YOUR TASK.
For the records below, work out the number of lines holding "JSON" and reply with only that.

---------- EXTRACTED MATERIAL

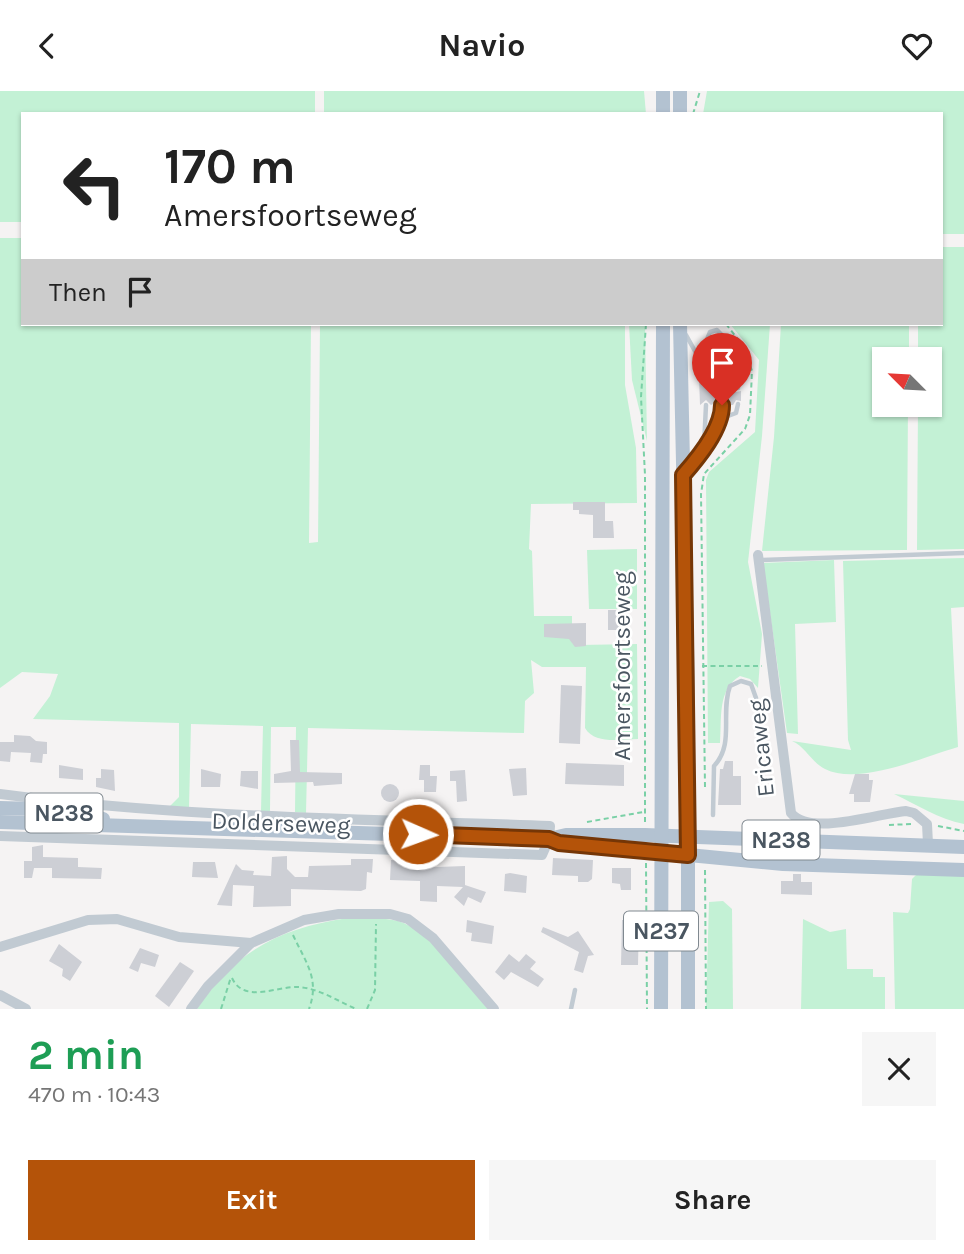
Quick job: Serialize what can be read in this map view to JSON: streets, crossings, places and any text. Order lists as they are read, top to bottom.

--------------------
---------- EXTRACTED MATERIAL

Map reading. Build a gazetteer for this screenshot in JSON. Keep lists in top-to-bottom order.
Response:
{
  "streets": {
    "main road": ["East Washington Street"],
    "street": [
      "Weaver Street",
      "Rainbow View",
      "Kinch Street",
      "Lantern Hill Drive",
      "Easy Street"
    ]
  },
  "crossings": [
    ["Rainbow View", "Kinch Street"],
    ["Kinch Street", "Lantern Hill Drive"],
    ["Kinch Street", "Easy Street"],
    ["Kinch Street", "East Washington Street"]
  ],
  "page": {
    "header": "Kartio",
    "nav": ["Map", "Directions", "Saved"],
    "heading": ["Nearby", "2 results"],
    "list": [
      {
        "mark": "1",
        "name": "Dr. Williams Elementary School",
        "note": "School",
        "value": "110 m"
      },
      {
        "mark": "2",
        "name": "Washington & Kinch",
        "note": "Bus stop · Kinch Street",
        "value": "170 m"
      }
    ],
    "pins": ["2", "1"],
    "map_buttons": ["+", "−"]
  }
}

--------------------
---------- EXTRACTED MATERIAL

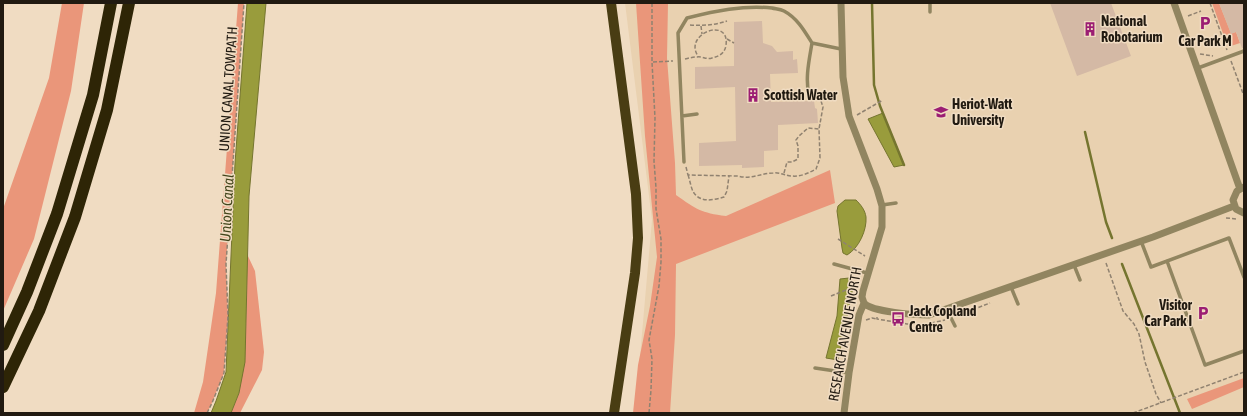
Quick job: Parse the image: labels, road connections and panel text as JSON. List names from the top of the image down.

--------------------

RESPONSE FOR THIS EXERCISE.
3